Today is the day the federal government parses essential from non-essential, following the budget impasse last night that triggered the first government shutdown since 1995.

At the Naval Postgraduate School in Monterey, some 1,300 employees showed up Tuesday morning to set up away messages and shut down their computers until further notice.

The semester started yesterday, and in anticipation of a government shutdown, faculty assigned two weeks' worth of at-home readings. 

Things that will stay open, according to an email sent to NPS staffers: trash collection and janitorial services, as well as "quality of life activities," which include the gym and the Monterey Pines golf course. 

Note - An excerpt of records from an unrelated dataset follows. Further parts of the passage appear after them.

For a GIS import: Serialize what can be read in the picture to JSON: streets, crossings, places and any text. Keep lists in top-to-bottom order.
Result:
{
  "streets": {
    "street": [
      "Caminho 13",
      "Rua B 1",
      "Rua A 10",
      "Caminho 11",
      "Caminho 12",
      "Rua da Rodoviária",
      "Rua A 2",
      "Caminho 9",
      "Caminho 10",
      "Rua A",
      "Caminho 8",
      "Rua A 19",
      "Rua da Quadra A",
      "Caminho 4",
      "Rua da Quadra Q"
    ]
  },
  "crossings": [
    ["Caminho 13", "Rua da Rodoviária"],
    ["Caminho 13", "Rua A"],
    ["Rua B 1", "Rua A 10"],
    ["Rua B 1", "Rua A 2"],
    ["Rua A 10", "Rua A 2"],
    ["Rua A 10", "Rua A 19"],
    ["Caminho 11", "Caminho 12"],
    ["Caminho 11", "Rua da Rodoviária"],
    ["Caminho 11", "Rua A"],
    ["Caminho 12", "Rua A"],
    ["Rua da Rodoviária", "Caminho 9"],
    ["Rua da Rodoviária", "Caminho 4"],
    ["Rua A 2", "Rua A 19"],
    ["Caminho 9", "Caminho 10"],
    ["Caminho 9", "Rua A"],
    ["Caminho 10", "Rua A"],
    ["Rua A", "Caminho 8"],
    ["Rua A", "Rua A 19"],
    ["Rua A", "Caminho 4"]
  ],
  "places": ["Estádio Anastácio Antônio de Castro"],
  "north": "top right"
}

About 1,300 of 1,800 NPS workers are on furlough until the government gets back into gear. Those still on campus include the incoming president, Ret. Vice Adm. Ron Route, who officially takes over on Friday—minus the ceremony originally planned to welcome him. 

House Republicans refused to budge on a budget deal unless Obamacare was axed or delayed.

“The Republican leadership has repeatedly put our economy at risk in order to satisfy the constant temper tantrums of the extreme right,” U.S. Rep. Sam Farr, D-Carmel, said in a statement.

Amid all the fighting, Congress did manage to pass the Pay Our Military Act on Monday, which means active-duty military will continue to be paid throughout the shutdown. It's largely thanks to that last-minute agreement that anyone's showing up at either military installation in Monterey. 

At the Defense Language Institute, most of the 2,200 instructors are expected to stay on during the shutdown, as Army language instruction continues. As of Tuesday morning, officials were still calculating how many workers would stay.

"Due to government shutdown, this Facebook page might not be monitored, maintained or updated until normal government functions resume," the Presidio of Monterey's Facebook page states. 

The phones were down at the Bureau of Land Management's Hollister Field Office on Tuesday morning. BLM manages public lands including the Fort Ord National Monument. Pinnacles National Park also shut down on Tuesday.  

"None of this is fair to you," President Barack Obama wrote in a letter to the country's two million federal employees. "And should it continue, it will make it more difficult to keep attracting the kind of driven, patriotic, idealistic Americans public service that our citizens deserve and that our system of self-government demands."